Suyun doğal çevrimini sürdürerek tüm insanlığın ve canlı yaşamın devamını sağlamak için suyu ticari bir meta olarak gören üretim biçimi yerine, toplumsal ihtiyaçların karşılanmasına odaklı bir anlayış esas olmalı; suyun tüm canlılar için yaşamsal bir hak olduğundan hareket edilerek, bu yaklaşım temelinde yaşanan olumsuzlukları giderecek ve önerilerimizi de hayata geçirecek bir su yasası çıkarılmalıdır.

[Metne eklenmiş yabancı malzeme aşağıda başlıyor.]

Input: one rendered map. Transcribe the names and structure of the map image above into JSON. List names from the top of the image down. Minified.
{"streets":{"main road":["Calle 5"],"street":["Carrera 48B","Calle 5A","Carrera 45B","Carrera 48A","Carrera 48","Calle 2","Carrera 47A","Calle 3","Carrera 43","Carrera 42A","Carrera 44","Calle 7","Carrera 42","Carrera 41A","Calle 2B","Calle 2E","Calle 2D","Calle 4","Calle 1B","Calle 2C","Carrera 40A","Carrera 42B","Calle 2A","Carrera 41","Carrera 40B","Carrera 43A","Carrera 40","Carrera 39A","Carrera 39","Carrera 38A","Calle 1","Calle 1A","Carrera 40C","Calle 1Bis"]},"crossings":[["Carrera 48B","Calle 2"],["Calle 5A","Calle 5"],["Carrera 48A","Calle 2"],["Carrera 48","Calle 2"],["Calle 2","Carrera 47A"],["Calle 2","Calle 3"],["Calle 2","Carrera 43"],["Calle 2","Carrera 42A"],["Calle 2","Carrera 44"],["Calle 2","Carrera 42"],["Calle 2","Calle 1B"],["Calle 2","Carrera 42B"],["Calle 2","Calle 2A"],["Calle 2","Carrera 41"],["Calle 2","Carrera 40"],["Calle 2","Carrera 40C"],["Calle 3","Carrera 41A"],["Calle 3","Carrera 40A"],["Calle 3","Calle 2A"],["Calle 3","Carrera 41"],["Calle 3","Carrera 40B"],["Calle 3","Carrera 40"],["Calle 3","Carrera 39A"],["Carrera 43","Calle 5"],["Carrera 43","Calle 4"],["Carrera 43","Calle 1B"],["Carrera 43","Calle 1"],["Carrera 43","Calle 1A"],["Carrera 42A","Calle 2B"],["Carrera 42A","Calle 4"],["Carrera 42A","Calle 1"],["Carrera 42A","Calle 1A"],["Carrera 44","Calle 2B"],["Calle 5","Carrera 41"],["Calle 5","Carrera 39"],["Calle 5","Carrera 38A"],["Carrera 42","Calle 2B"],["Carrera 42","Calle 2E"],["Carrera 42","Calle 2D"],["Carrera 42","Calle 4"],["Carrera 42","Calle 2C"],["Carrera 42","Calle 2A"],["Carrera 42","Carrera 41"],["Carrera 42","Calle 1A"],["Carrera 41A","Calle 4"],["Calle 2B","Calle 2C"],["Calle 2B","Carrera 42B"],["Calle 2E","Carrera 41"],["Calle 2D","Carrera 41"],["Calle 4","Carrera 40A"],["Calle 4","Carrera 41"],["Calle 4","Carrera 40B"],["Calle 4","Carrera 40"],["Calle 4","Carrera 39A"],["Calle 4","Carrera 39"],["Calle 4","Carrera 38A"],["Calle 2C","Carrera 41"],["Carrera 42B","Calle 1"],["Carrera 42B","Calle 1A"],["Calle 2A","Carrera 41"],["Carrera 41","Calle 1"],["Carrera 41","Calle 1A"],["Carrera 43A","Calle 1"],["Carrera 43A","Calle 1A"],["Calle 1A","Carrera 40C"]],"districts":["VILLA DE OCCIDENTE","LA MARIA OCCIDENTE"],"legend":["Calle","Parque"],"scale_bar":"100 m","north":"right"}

TMMOB Jeoloji Mühendisleri Odası olarak Dünya Su Günü‘nde bir kez daha ifade ediyoruz ki; tarih boyunca insanların ve uygarlıkların gelişiminin en önemli unsurlarının başında gelen tatlı suların araştırılması, entegre su yönetimi anlayışıyla kullanılması, ticari bir mal olarak görülmeden kamusal bir miras olarak geleceğe korunarak bırakılması yaşamsal bir öneme sahiptir”
Tatar'dan Dünya Su Günü Açıklaması
TMMOB Jeoloji Mühendisleri Odası (JMO) Adana Şube Başkanı Dr. Mehmet Tatar, "Suyun doğal çevrimini sürdürerek tüm insanlığın ve canlı yaşamın devamını sağlamak için suyu ticari bir meta olarak gören üretim biçimi yerine, toplumsal ihtiyaçların karşılanmasına odaklı bir anlayış esas olmalı" dedi.